Overall, we predict a bifurcation regarding the response of workers to the existence of taxation and need-based redistribution. Those workers valuing consumption a lot and leisure little, choose their labor-leisure-time-mix in the same biased way as when there is only taxation. Those workers emphasizing leisure a lot and consumption little, respond in their labor-leisure-time-mix strongly to need-based redistribution. They spend their entire time on leisure and no time on working. Therefore, one can hypothesize that the bias effect of taxation and need-based redistribution in favor of leisure is extreme (if there is a sufficient number of latter workers in the population). That is, need-based redistribution may come with excessive costs of redistribution. In the next section, we assess whether need-based redistribution necessarily has a negative effect on labor supply.

6.5.2 Beyond Text-Book Economics: Substitution- and Income Effect

Is need-based redistribution devastating for the efficiency of the leisure-labor-time-mix? Unfortunately, research on this issue is still scarce. What we know is that redistribution, in general, is less efficiency decreasing than predicted: Grosser and Reuben (2013) conduct a two-stage experiment in which participants first earn their income by trading assets in a double auction. The authors use the final allocation of assets in the market to measure (allocation) efficiency. That is, efficiency measures whether those participants with the highest valuations own assets at the end of the trade. In the second stage, participants agree on how they want to redistribute part of their earnings by applying majority voting.

Since taxes are non-distortionary and the median voter has a low income, the theoretical equilibrium tax rate is 100%. As this tax rate equalizes earnings after the trade, participants have little incentive to increase their surplus during the auction stage. Results show tax rates close to what is predicted. If endowments are equalized, the final asset allocation is less efficient, however, not as inefficient as theoretically predicted. Redistribution impedes efficiency, but less than predicted.

Kessler and Norton (2016) compare the framing effect of a wage cut in comparison to an income tax of the same size in a real effort experiment. They show that the wage cut leads to a significantly lower average decline in productivity than the corresponding income tax, regardless of the use of the tax.
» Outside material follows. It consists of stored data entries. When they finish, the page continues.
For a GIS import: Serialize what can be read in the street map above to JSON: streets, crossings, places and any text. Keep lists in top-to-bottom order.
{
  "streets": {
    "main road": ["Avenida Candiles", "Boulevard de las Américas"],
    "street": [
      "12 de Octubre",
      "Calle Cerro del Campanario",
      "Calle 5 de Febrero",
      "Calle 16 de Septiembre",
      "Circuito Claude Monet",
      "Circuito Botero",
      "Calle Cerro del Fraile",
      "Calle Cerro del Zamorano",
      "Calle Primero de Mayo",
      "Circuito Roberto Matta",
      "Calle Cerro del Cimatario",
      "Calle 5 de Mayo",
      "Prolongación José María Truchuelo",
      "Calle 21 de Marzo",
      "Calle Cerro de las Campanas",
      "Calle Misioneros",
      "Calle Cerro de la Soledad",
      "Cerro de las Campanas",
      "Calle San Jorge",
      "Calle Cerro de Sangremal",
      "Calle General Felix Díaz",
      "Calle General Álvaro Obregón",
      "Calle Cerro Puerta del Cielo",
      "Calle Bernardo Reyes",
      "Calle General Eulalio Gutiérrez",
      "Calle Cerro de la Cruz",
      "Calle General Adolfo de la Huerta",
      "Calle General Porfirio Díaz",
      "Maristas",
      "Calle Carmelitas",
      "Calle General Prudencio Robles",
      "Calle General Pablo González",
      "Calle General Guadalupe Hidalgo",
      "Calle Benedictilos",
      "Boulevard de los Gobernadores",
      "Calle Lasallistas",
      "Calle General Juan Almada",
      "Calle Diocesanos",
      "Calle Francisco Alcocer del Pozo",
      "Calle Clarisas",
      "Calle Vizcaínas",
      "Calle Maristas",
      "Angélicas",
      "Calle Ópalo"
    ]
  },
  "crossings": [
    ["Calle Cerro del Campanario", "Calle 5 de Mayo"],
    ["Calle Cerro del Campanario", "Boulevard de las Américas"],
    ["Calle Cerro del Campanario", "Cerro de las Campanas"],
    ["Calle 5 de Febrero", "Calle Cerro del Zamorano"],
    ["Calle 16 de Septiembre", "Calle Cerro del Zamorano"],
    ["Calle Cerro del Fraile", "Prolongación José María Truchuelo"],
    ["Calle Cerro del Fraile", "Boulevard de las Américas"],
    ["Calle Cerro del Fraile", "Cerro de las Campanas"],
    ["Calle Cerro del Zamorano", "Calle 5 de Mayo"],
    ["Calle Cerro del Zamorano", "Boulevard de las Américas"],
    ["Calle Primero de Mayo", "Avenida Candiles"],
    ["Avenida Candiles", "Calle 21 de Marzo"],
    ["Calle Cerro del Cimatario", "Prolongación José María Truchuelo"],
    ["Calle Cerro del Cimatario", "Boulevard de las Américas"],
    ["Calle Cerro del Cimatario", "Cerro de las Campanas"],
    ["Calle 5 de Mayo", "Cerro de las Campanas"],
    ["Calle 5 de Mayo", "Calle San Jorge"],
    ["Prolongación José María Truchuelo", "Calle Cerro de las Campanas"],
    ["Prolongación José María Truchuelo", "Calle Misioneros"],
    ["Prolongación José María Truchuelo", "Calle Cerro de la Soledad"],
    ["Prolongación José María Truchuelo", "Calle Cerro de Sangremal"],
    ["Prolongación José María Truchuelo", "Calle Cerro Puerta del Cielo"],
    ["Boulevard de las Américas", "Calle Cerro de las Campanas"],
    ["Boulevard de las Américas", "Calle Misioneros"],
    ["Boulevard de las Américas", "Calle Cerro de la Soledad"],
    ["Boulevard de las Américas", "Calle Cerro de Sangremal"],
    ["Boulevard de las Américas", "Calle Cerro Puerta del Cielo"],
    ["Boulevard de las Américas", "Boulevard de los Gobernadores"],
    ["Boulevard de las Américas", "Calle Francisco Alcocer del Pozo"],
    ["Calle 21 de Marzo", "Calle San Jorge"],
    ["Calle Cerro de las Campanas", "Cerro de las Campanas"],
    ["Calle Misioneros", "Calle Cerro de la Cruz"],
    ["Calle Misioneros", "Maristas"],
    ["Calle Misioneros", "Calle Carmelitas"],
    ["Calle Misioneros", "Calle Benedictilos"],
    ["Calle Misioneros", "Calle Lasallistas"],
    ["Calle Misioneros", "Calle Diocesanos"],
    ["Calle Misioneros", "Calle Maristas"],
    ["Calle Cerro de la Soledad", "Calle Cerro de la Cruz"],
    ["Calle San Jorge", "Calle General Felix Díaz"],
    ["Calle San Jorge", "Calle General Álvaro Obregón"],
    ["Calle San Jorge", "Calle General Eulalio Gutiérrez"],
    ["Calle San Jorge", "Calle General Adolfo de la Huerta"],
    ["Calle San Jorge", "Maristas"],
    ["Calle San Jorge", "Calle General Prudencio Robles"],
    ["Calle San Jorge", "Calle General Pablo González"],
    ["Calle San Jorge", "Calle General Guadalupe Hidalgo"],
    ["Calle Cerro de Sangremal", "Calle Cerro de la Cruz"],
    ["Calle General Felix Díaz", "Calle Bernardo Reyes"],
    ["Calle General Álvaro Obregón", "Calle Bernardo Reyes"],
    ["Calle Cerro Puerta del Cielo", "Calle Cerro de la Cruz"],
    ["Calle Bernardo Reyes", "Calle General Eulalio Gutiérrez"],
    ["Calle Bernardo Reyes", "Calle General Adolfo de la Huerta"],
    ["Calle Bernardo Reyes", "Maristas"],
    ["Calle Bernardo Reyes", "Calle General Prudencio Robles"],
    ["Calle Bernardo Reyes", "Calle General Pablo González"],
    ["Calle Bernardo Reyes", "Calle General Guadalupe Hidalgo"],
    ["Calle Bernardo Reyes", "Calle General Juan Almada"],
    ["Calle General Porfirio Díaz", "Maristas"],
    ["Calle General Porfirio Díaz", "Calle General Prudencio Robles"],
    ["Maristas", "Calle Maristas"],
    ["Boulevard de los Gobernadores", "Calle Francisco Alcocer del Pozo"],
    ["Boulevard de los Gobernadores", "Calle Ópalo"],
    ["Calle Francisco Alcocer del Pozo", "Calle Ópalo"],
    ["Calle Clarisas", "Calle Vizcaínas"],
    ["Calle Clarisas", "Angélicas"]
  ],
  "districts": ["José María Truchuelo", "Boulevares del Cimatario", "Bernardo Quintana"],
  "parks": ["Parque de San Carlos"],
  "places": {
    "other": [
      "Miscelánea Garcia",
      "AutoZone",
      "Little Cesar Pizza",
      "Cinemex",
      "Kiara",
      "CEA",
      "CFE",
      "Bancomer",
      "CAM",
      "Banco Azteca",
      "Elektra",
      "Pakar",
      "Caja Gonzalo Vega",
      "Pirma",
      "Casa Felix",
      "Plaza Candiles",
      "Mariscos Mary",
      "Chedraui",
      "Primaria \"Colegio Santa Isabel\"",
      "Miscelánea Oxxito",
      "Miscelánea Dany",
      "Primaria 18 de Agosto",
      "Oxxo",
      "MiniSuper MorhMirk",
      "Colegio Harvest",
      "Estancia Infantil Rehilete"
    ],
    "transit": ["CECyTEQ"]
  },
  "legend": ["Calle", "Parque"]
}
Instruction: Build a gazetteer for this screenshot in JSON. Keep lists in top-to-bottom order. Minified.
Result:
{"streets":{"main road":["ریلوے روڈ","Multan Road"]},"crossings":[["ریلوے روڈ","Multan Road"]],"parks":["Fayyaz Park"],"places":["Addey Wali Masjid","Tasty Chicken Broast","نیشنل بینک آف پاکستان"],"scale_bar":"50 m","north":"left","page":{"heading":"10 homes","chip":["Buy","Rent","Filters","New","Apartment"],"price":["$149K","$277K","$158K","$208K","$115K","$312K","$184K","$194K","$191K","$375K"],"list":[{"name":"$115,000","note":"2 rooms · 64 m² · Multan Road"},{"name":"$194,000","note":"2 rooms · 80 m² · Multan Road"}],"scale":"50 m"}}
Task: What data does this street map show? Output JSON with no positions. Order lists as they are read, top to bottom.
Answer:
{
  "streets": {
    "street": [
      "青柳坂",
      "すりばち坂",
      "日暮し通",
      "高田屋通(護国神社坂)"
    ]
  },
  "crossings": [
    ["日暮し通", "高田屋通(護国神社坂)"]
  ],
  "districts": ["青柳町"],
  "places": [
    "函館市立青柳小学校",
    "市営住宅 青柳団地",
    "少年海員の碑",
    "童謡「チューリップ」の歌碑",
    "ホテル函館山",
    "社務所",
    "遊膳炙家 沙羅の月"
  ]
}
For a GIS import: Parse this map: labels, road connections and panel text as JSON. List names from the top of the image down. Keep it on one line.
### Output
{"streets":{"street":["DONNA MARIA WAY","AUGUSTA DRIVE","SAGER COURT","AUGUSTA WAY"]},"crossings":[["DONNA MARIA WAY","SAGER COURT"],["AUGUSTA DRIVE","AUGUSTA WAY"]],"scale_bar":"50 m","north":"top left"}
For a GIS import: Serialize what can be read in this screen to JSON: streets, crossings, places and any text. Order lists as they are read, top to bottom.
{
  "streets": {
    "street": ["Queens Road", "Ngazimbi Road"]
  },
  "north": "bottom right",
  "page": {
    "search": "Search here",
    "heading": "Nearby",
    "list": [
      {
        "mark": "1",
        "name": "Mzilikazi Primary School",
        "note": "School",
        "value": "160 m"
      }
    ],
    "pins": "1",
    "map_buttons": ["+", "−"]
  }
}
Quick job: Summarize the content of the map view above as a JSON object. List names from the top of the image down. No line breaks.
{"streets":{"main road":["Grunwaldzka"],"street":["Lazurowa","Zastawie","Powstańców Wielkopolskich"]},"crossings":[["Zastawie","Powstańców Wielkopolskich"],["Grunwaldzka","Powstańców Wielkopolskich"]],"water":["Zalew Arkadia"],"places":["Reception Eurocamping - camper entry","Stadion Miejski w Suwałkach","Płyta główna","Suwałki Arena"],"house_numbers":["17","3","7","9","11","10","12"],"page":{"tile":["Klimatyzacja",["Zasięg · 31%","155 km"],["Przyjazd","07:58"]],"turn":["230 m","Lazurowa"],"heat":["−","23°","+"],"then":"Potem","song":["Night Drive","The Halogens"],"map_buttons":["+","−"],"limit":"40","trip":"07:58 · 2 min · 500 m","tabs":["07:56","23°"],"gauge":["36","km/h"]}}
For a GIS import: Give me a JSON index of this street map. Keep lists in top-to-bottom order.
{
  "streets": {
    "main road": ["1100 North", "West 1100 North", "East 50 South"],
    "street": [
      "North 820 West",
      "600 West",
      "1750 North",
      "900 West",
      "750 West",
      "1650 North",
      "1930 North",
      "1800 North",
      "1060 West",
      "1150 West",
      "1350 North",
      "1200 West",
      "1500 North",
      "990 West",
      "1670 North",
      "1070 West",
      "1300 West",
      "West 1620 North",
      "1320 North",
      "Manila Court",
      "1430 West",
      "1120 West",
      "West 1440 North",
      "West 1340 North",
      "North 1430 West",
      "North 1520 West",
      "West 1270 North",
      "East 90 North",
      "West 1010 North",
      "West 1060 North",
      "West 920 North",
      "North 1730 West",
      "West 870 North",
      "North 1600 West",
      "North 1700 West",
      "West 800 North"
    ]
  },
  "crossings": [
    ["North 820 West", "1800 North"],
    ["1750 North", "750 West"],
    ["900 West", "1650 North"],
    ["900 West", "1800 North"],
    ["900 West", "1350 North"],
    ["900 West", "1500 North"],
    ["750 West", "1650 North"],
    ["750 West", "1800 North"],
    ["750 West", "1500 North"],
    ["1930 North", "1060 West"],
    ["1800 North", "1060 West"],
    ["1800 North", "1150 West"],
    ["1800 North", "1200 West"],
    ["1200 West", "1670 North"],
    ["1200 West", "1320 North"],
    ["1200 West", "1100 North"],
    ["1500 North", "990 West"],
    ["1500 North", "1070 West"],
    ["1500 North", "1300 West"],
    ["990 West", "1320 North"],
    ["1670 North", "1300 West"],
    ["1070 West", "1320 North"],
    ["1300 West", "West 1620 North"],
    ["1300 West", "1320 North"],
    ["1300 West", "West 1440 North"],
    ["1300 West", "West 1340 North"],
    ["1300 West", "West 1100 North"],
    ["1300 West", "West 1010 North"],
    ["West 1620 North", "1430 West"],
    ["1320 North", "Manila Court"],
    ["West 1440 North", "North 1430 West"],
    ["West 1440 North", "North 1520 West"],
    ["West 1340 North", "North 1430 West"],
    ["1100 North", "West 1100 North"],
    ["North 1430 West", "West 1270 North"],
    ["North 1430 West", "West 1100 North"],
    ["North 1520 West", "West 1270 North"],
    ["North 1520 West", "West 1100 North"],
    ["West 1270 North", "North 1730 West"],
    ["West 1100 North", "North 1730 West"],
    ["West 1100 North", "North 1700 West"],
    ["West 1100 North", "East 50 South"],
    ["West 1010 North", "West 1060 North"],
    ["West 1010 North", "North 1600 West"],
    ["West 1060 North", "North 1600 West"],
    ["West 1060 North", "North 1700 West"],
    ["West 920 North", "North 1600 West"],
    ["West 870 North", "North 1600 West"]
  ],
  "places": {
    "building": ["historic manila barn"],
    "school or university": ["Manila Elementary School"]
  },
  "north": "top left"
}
Notice, however, that in this setting, no minimum income requirement exists, and individual needs play a rather minor role.

Sharif (2000) as well as Nakamura and Murayama (2010) analyze the labor supply for wage variations, distinguishing between the supply behavior of the working poor and that of the non-poor. That is, they compare the labor supply curve of people in very low-income categories at or near the minimum standard of subsistence requirements for those in higher income classes. They show that reservation wages of the working poor and of the non-poor are likely to be fundamentally different leading to an inverted S-shape labor supply curve of both groups of workers.

Chugunova et al. (2017) take on the idea of subsistence requirements and present-to the best of our knowledge-currently the only experiment specifically analyzing the effect of taxation when workers have a minimum income requirement. In their real effort experiment, participants face several stages with a piece-rate payment for numeric tasks. In their baseline treatment, participants have to earn a certain total amount in a stage to be allowed to work in the next stage. In the redistribution treatment, participants have to pay a piece-rate tax of 30% per solved task. The tax return is in some treatment conditions used to support other, systematically disadvantaged participants in this experiment, or in other treatment conditions destroyed altogether. The results of Chugunova et al. show that the productivity of taxed workers increases steeply. In other words, there is hardly any evidence in favor of a negative effect of taxation on productivity. Rather it seems that workers try to compensate for the income loss due to taxation and react to the neediness of disadvantaged members of society by increasing the effort.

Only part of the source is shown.